◆ Information given
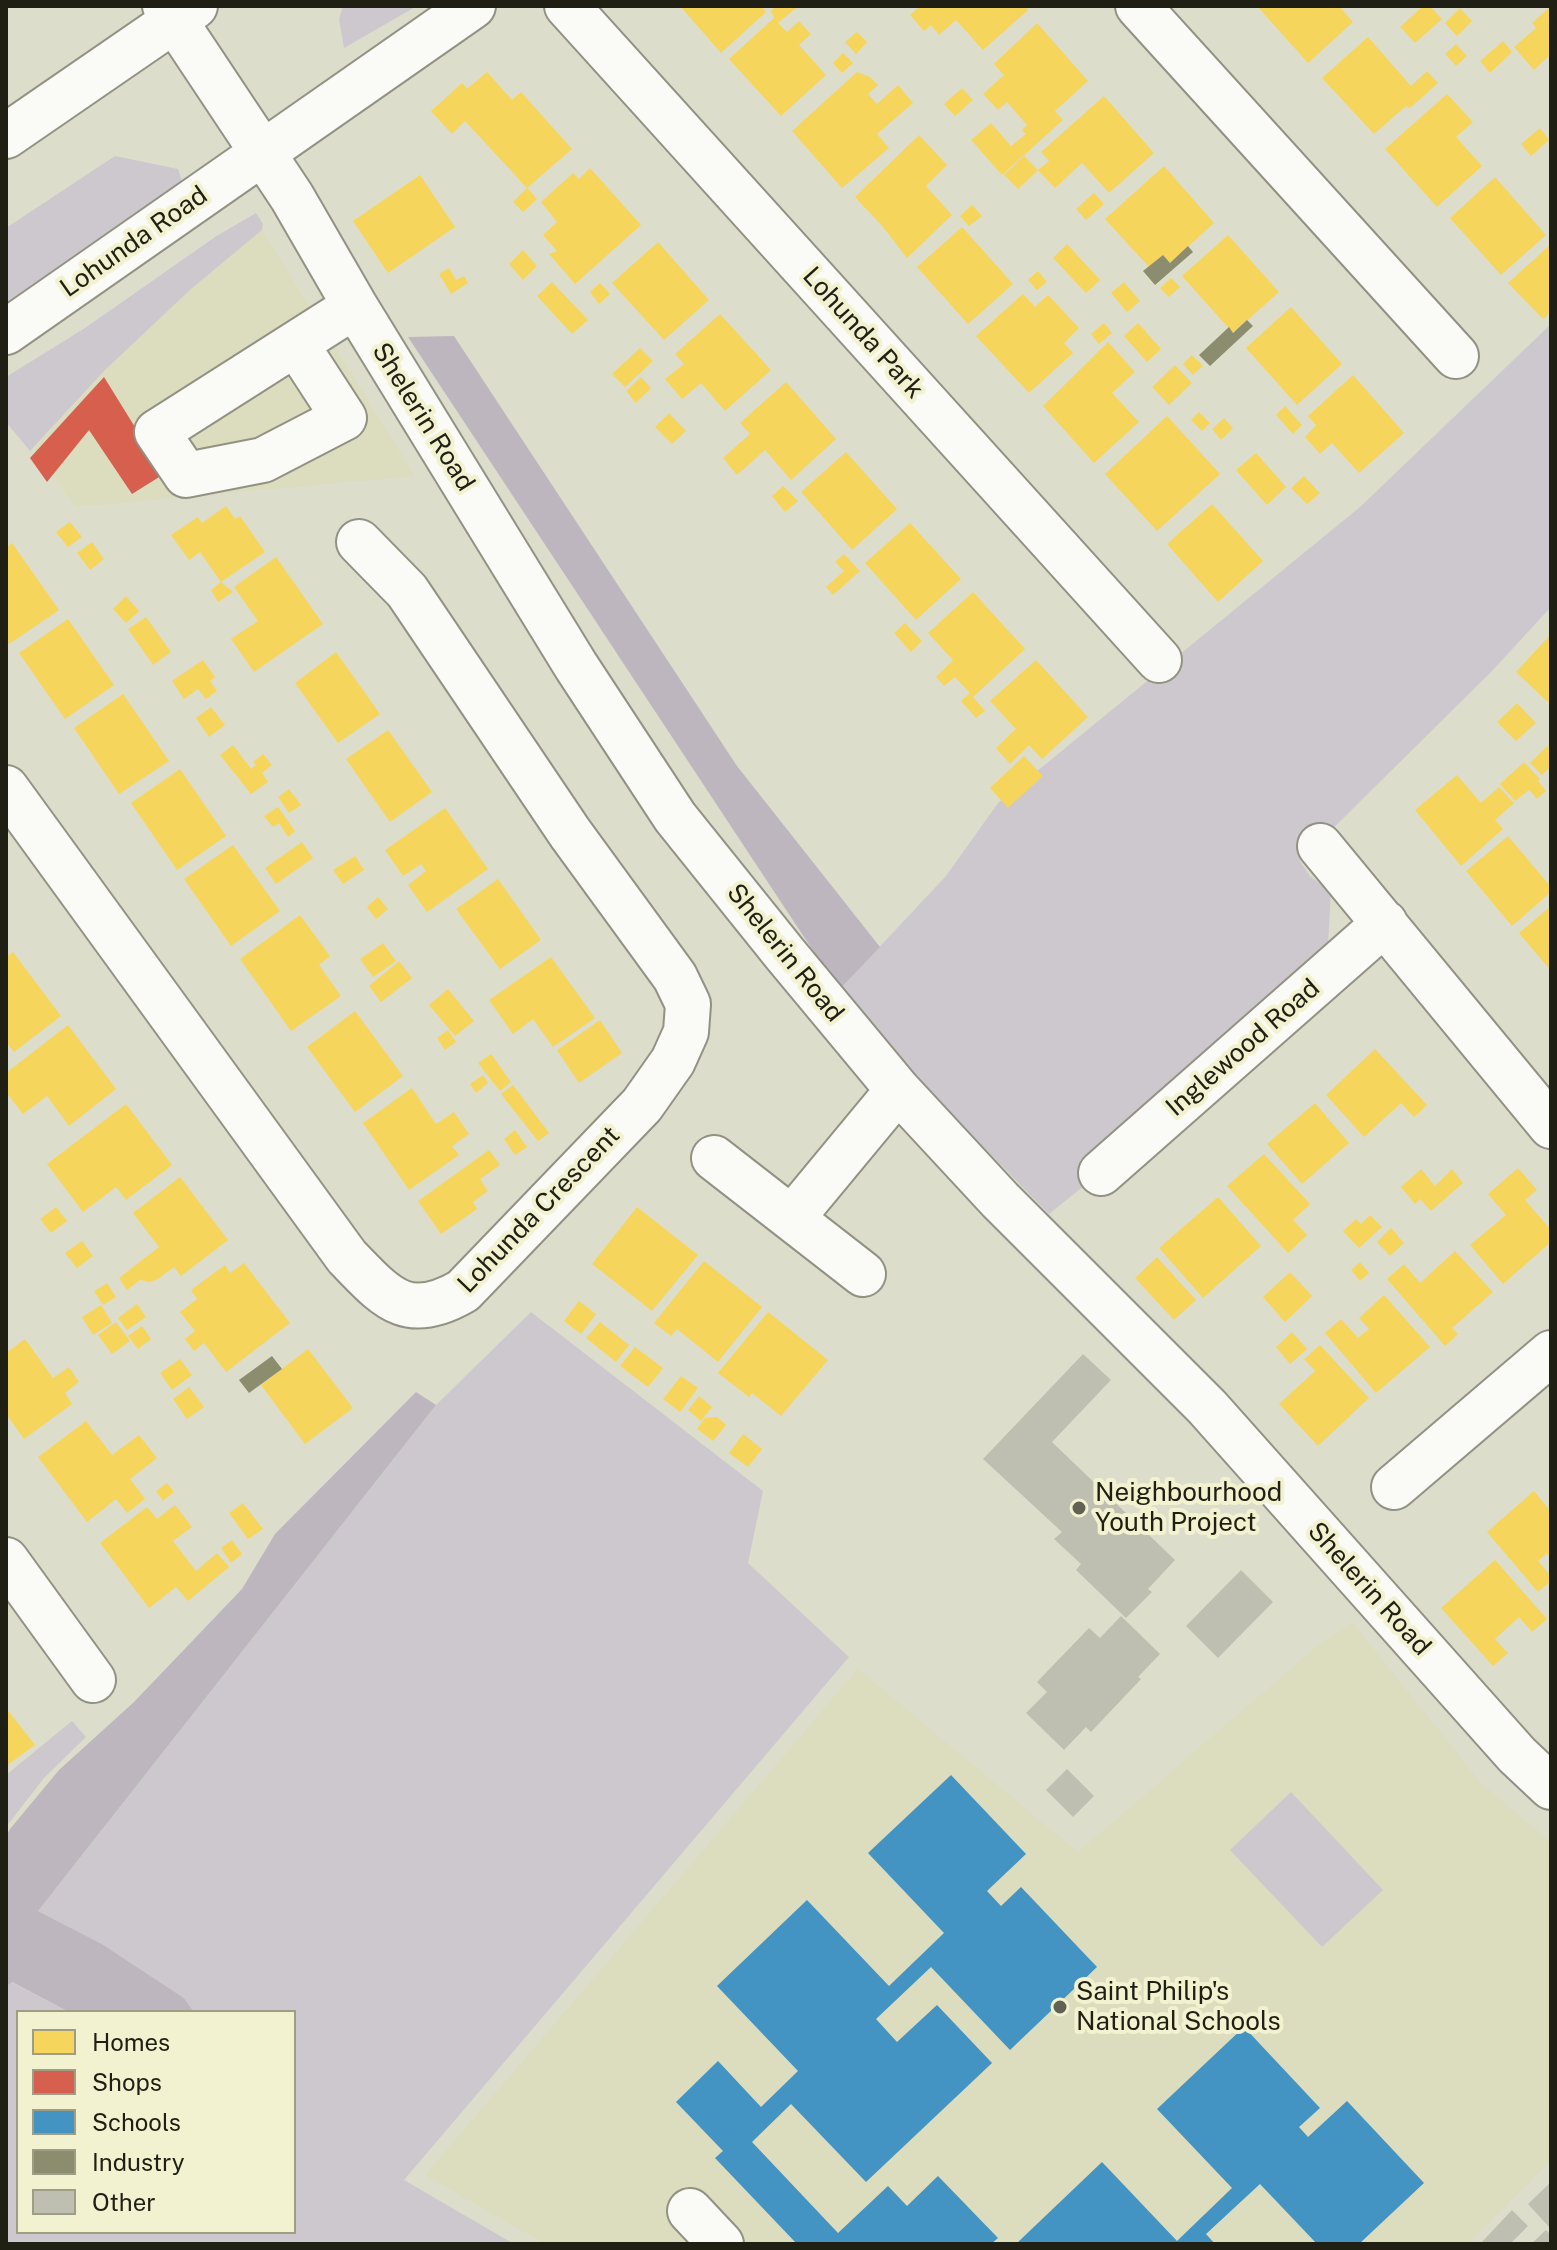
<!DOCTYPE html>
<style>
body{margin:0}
#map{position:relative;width:1557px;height:2250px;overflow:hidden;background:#ddc;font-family:"Public Sans",sans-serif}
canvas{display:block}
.frame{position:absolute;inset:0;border:8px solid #1f1f13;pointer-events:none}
.legend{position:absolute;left:16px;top:2010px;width:280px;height:224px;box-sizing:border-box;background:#f2f2d1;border:2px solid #9e9e85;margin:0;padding:10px 14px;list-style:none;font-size:24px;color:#1f1f13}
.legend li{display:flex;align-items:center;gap:16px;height:40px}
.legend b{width:40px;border:2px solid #9e9e85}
</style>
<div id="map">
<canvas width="1557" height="2250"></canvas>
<div class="frame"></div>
<ul class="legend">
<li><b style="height:22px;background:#f6d55c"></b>Homes</li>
<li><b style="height:22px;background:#d6604d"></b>Shops</li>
<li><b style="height:22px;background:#4393c3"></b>Schools</li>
<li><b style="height:22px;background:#8c8c6e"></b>Industry</li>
<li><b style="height:22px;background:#bfbfb1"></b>Other</li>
</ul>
</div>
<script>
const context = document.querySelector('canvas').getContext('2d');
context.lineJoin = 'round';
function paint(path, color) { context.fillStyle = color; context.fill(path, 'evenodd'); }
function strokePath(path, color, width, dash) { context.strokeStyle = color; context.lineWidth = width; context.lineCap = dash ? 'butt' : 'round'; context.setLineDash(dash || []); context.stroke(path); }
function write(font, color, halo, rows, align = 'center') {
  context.font = font + ' "Public Sans",sans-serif'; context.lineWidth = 8; context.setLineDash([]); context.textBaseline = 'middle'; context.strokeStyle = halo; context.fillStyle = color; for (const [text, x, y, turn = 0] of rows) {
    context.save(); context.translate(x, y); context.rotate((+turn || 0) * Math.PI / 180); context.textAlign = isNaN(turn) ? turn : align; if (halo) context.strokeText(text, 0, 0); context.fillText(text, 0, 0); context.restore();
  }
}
const built = new Path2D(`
 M262 230 415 476 75 507 34 448 105 370 191 289Z
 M1352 1622 1481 1783 1551 1842V2161L1469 2244H545L425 2175 858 1669 1078 1852 1316 1647Z`);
const green = new Path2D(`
 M343 6H417L344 48 339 19Z
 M115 156 178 169 182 181 6 305V228Z
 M256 213 263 224 262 230 191 289 105 370 30 451 6 422V377L85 328 215 237Z
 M1551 324V607L1492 671 1300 861 1310 876 1331 892 1328 946 1095 1177 1049 1214 943 1106 839 990 946 876 998 803 1360 507Z
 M531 1312 763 1491 748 1563 849 1657 404 2180 514 2244H6V1986L11 1982 69 2012H18V2232H294V2012H194L184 1998 102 1944 38 1911 436 1405Z
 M72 1721 86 1737 44 1778 6 1827V1775Z
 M1291 1792 1383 1890 1322 1947 1230 1850Z`);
const forest = new Path2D(`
 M454 336 737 766 880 947 839 990 408 337Z
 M416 1392 436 1405 38 1911 102 1944 184 1998 194 2012H69L12 1982 6 1986V1836L10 1829 59 1770 134 1702 242 1589 275 1534Z`);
const homes = new Path2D(`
 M680 6H761L766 12 721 53Z
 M776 6H793L796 8 778 23 787 32 799 21 811 34 799 45 826 75 781 116 729 59 774 18 771 11Z
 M920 6H1025L1028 10 983 50 956 20 939 35 931 25 924 31 910 15Z
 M1257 6H1339L1353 22 1308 63Z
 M1423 6H1430L1442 19 1415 43 1400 27Z
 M1551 6V54L1534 70 1514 47 1536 28 1532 23Z
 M1460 8 1472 21 1457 36 1445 23Z
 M1037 23 1088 81 1055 111 1063 120 1002 175 971 140 991 123 1011 146 1026 134 1022 130 1027 125 1007 102 998 110 983 94 1004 75 994 64Z
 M857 32 867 42 856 54 845 42Z
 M1368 37 1411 86 1427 71 1438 83 1410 108 1406 106 1374 134 1322 78Z
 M1503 41 1512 52 1490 73 1480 61Z
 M1456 44 1467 56 1456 66 1445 54Z
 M843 53 853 63 842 73 833 63Z
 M487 72 512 100 521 92 572 149 527 188 465 121 452 134 431 111 462 83 467 89Z
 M857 72 870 77 878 85 868 94 877 104 898 85 913 103 877 134 889 148 842 188 792 131Z
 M962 88 973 100 955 116 944 104Z
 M1447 94 1473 122 1456 137 1482 166 1437 207 1385 149Z
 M1104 96 1154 153 1109 193 1082 163 1055 188 1038 170 1049 161 1041 152Z
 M1540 128 1549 140 1531 156 1521 144Z
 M919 135 947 165 926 186 952 215 907 258 883 227 855 197Z
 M1024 156 1038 170 1018 189 1004 175Z
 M1164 166 1214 223 1170 263 1163 255 1149 267 1105 219Z
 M590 168 641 225 575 284 549 254 557 251 543 235 557 222 541 202 573 173 579 179Z
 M420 175 455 227 388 273 353 221Z
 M1495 177 1546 235 1501 275 1450 218Z
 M527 188 537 199 523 212 513 202Z
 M1094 193 1104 204 1086 220 1076 209Z
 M972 205 982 216 969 226 960 216Z
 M962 227 1013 284 968 324 917 267Z
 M1228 235 1279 292 1233 333 1182 276Z
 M658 242 709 300 664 340 612 283Z
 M1067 244 1100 280 1086 293 1053 258Z
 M1551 244V312L1543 319 1508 283Z
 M523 250 537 266 523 280 509 264Z
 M449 268 456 280 464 276 468 283 451 294 439 274Z
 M1038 271 1047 282 1037 290 1028 280Z
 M1171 278 1180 287 1169 297 1160 288Z
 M552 282 588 320 572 334 537 296Z
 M1124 282 1140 301 1127 312 1111 293Z
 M600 283 610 294 599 304 590 292Z
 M1023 294 1035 307 1048 295 1079 328 1064 343 1073 353 1029 393 976 336Z
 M1291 307 1342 364 1297 405 1246 348Z
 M720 314 771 370 725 411 701 383 682 399 665 379 684 364 675 354Z
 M1104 323 1112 333 1099 344 1091 334Z
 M1138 323 1161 349 1147 362 1124 336Z
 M1108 342 1135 372 1112 393 1139 422 1094 463 1043 406Z
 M640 348 653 361 625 387 612 374Z
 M1192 355 1203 366 1193 375 1183 364Z
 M1175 365 1192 383 1169 405 1152 387Z
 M1353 375 1404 433 1359 473 1332 443 1320 454 1305 437 1316 425 1308 416Z
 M641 377 651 388 636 403 626 391Z
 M786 382 836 439 791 480 765 450 737 475 723 458 750 434 740 423Z
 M1285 406 1302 425 1293 434 1276 415Z
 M1199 412 1210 423 1202 431 1191 420Z
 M669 413 686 431 672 444 655 427Z
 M1167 416 1220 474 1157 531 1105 474Z
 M1224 418 1233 428 1221 440 1212 429Z
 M846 452 897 509 852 550 801 492Z
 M1256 453 1286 487 1267 505 1236 470Z
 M1304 476 1320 493 1307 504 1291 488Z
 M783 486 798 501 785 512 772 496Z
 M1212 504 1263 561 1218 602 1167 544Z
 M226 506 235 519 240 516 265 552 221 582 233 592 218 602 211 590 221 582 200 552 189 560 171 535 198 517 202 523Z
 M70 522 82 537 68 547 56 532Z
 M910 523 961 579 916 620 865 563Z
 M92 542 104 559 90 570 77 553Z
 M12 543 59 610 9 644 6 639V548Z
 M844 554 860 571 833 595 826 587 844 571 835 562Z
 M276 557 323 624 254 672 231 639 258 621 234 587Z
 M973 592 1025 649 973 697 985 711 976 718 961 701 970 693 955 677 944 686 936 677 953 660 928 633Z
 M126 596 139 611 126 623 113 609Z
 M146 617 171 652 153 665 128 629Z
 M68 619 114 685 65 719 19 653Z
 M905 623 922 641 911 652 894 633Z
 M1551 634V705L1516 672Z
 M336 652 380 714 338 743 295 683Z
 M203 660 215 677 210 681 217 691 206 699 198 689 184 699 172 681Z
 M1036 660 1088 717 1042 759 1029 745 1010 764 996 748 1016 729 990 701Z
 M123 694 169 761 119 794 74 728Z
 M1517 703 1536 723 1516 741 1497 722Z
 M211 707 225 725 209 737 196 718Z
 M388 730 432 792 390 822 346 759Z
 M233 745 251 769 256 765 253 762 263 754 272 765 262 773 268 782 251 794 220 755Z
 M1547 746 1551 750V766L1542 775 1530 763Z
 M1024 756 1043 776 1008 808 990 788Z
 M1524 762 1540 779 1538 781 1546 791 1537 799 1529 790 1515 801 1500 784Z
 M180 769 226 836 177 870 131 803Z
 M1457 775 1481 803 1499 787 1514 803 1495 820 1503 829 1461 866 1415 810Z
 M289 789 301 805 289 813 278 797Z
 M278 807 295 831 288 837 279 823 273 827 264 816Z
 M445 808 488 869 427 912 408 885 426 871 421 864 403 876 385 850Z
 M1508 836 1551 887V892L1512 926 1466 871Z
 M302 842 313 858 276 884 265 868Z
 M233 845 280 911 231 946 184 879Z
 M355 856 364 870 343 884 333 870Z
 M498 879 541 940 500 969 456 909Z
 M378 897 388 909 376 919 367 907Z
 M1551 906V971L1519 933Z
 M300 915 330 956 319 965 341 996 291 1031 240 959Z
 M383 943 396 961 373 977 360 959Z
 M13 952 61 1016 14 1052 6 1042V957Z
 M551 957 595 1018 553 1047 533 1019 513 1034 489 1000Z
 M399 961 412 978 381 1002 369 986Z
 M448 989 474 1021 455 1036 429 1005Z
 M355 1011 403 1076 355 1112 307 1047Z
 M600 1020 622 1053 579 1083 557 1050Z
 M68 1025 116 1089 69 1126 47 1096 23 1114 6 1092V1073Z
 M448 1030 456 1042 445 1050 437 1038Z
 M1375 1049 1427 1105 1414 1117 1401 1103 1364 1137 1326 1095Z
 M491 1054 511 1082 500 1091 478 1063Z
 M483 1075 488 1083 476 1093 470 1084Z
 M513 1085 549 1133 538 1141 501 1094Z
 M412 1088 436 1124 454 1112 469 1134 452 1146 459 1155 409 1190 363 1123Z
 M1315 1103 1349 1143 1302 1184 1267 1144Z
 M126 1104 172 1165 126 1200 116 1187 83 1212 47 1164Z
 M515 1130 527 1147 515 1155 504 1139Z
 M489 1150 500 1165 480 1179 488 1191 473 1202 477 1209 441 1234 418 1201Z
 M1264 1154 1310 1204 1293 1220 1307 1235 1288 1253 1227 1186Z
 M1518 1168 1537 1190 1525 1200 1551 1230V1242L1503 1284 1470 1245 1506 1215 1488 1194Z
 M1421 1169 1435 1186 1452 1169 1463 1183 1431 1211 1420 1199 1415 1204 1401 1187Z
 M180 1177 228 1240 181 1276 174 1267 158 1279 150 1282 140 1280 127 1290 119 1278 159 1247 133 1213Z
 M1218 1197 1261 1246 1203 1298 1159 1248Z
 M56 1207 67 1221 51 1233 40 1219Z
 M637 1207 698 1255 652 1311 592 1264Z
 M1370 1215 1382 1227 1359 1248 1343 1231 1356 1219 1361 1224Z
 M1391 1228 1404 1243 1390 1256 1377 1242Z
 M82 1241 93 1256 77 1268 65 1253Z
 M1455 1251 1493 1292 1452 1328 1458 1334 1445 1346 1387 1279 1404 1264 1420 1283Z
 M1157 1257 1196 1300 1174 1320 1135 1278Z
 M704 1261 762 1307 718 1362 677 1329 671 1336 654 1323Z
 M1360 1262 1369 1273 1360 1281 1351 1270Z
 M244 1263 290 1323 226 1372 204 1343 194 1351 185 1339 195 1331 180 1312 197 1299 191 1290 225 1265 230 1273Z
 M1290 1272 1312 1296 1285 1322 1263 1297Z
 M107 1283 116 1297 103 1305 94 1291Z
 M1384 1295 1430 1347 1376 1393 1325 1333 1341 1319 1358 1338 1369 1329 1359 1318Z
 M579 1301 596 1314 581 1334 564 1321Z
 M137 1304 146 1317 127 1330 118 1318Z
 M101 1305 112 1323 93 1335 82 1317Z
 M768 1312 828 1360 781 1416 752 1393 749 1397 718 1373Z
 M116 1322 130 1341 112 1354 98 1335Z
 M600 1322 629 1345 616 1362 586 1338Z
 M142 1326 151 1339 138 1349 128 1336Z
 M1292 1332 1307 1349 1290 1364 1276 1347Z
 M25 1339 53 1378 69 1367 79 1382 65 1393 72 1404 24 1439 6 1414V1353Z
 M1320 1345 1369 1398 1318 1446 1279 1404 1315 1371 1304 1359Z
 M635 1347 663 1368 648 1387 620 1366Z
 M308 1349 353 1408 305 1444 261 1385Z
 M180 1359 192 1375 172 1390 160 1373Z
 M681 1376 698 1388 680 1412 663 1399Z
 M189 1387 204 1407 187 1419 173 1399Z
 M699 1396 712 1407 701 1421 688 1410Z
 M717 1417 726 1425 713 1441 697 1429 705 1418Z
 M86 1421 112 1455 139 1435 157 1458 130 1479 145 1499 127 1513 116 1499 87 1522 38 1457Z
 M743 1434 762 1449 748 1467 729 1453Z
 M167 1483 174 1492 163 1501 156 1491Z
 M1534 1491 1551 1512V1558L1547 1553 1538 1561 1551 1576V1581L1538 1592 1487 1532Z
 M243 1503 263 1529 248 1539 229 1513Z
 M175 1505 192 1527 173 1541 196 1571 217 1553 229 1567 188 1601 176 1587 149 1608 100 1543 147 1507 157 1519Z
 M232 1540 242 1554 231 1563 221 1548Z
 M1495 1560 1547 1619 1532 1632 1519 1617 1495 1639 1508 1653 1493 1666 1441 1608Z
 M6 1708 35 1745 6 1766Z`);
const shops = new Path2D(`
 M104 377 164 474 132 494 89 430 47 482 30 458Z`);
const schools = new Path2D(`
 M951 1775 1026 1854 987 1891 1001 1906 1021 1887 1097 1967 1010 2050 931 1967 876 2019 897 2042 937 2005 992 2063 866 2182 791 2104 752 2142 838 2233 888 2186 907 2206 938 2176 998 2238 991 2244H797L715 2158 723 2151 676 2102 718 2061 761 2107 798 2071 717 1986 807 1900 889 1986 944 1933 868 1853Z
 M1244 2027 1320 2108 1299 2127 1308 2137 1347 2101 1424 2183 1359 2244H1317L1260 2184 1206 2234 1215 2244H1016L1102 2162 1177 2241 1232 2188 1157 2109Z`);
const industry = new Path2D(`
 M1188 246 1193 252 1155 285 1143 271 1163 255 1170 263Z
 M1247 320 1253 326 1210 366 1199 355 1229 327 1233 333Z
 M272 1356 282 1369 249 1393 239 1380Z`);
const building = new Path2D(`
 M1083 1354 1111 1380 1052 1442 1175 1560 1148 1589 1152 1592 1126 1618 1076 1570 1081 1564 1054 1539 1062 1532 983 1459Z
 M1241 1570 1273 1602 1218 1658 1186 1626Z
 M1121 1616 1160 1654 1138 1677 1141 1679 1091 1732 1086 1727 1064 1750 1026 1713 1047 1692 1037 1682 1089 1628 1100 1638Z
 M1067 1769 1094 1796 1073 1817 1046 1790Z
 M1551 2182V2229L1528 2204Z
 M1512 2210 1528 2226 1510 2244H1480Z
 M1546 2230 1551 2235V2244H1531Z`);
const minor = new Path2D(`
 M165 6 292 197 355 306 576 666 675 817 785 954 898 1090 1000 1200 1207 1407 1517 1755 1551 1787
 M567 6 1159 660
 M1138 6 1456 356
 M6 136 195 6
 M6 332 473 6
 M296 344 344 418 263 460 186 475 157 432 355 306
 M6 788 347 1257C386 1297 406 1324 463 1291L642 1105 673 1061 686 1032 688 1004 675 977 570 833 407 591 359 542
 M1320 846 1551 1126
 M714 1158 863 1274
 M1101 1173 1385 923
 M792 1218 898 1090
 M1394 1487 1551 1353
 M6 1560 93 1680
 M690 2211 721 2244`);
const markers = [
 [1079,1508,8,"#626254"],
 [1060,2007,8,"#626254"]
];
const streetNames = [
 ["Lohunda Road",134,242,-35],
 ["Lohunda Park",863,333,48],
 ["Shelerin Road",423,417,58],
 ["Shelerin Road",785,953,51],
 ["Inglewood Road",1243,1048,-41],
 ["Lohunda Crescent",539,1210,-46],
 ["Shelerin Road",1369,1589,48]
];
const poiNames = [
 ["Neighbourhood",1095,1493],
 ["Youth Project",1095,1523],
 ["Saint Philip's",1076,1992],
 ["National Schools",1076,2022]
];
paint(built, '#dcdcbe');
paint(green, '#cdc8ce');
paint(forest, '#bdb6bf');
paint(homes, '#f6d55c');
paint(shops, '#d6604d');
paint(schools, '#4393c3');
paint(industry, '#8c8c6e');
paint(building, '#bfbfb1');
strokePath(minor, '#929284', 48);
strokePath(minor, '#fafaf7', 44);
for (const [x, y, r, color] of markers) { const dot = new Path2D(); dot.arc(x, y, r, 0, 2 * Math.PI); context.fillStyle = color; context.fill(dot); strokePath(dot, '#f2f2d1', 3); }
write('26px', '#1f1f13', '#f2f2d1', streetNames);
write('26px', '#1f1f13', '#f2f2d1', poiNames, 'left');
</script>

◆ Requirement
Copy out every line from the one containing "M690 2211 721" to the end of the material, both ends included.

◆ Solution
 M690 2211 721 2244`);
const markers = [
 [1079,1508,8,"#626254"],
 [1060,2007,8,"#626254"]
];
const streetNames = [
 ["Lohunda Road",134,242,-35],
 ["Lohunda Park",863,333,48],
 ["Shelerin Road",423,417,58],
 ["Shelerin Road",785,953,51],
 ["Inglewood Road",1243,1048,-41],
 ["Lohunda Crescent",539,1210,-46],
 ["Shelerin Road",1369,1589,48]
];
const poiNames = [
 ["Neighbourhood",1095,1493],
 ["Youth Project",1095,1523],
 ["Saint Philip's",1076,1992],
 ["National Schools",1076,2022]
];
paint(built, '#dcdcbe');
paint(green, '#cdc8ce');
paint(forest, '#bdb6bf');
paint(homes, '#f6d55c');
paint(shops, '#d6604d');
paint(schools, '#4393c3');
paint(industry, '#8c8c6e');
paint(building, '#bfbfb1');
strokePath(minor, '#929284', 48);
strokePath(minor, '#fafaf7', 44);
for (const [x, y, r, color] of markers) { const dot = new Path2D(); dot.arc(x, y, r, 0, 2 * Math.PI); context.fillStyle = color; context.fill(dot); strokePath(dot, '#f2f2d1', 3); }
write('26px', '#1f1f13', '#f2f2d1', streetNames);
write('26px', '#1f1f13', '#f2f2d1', poiNames, 'left');
</script>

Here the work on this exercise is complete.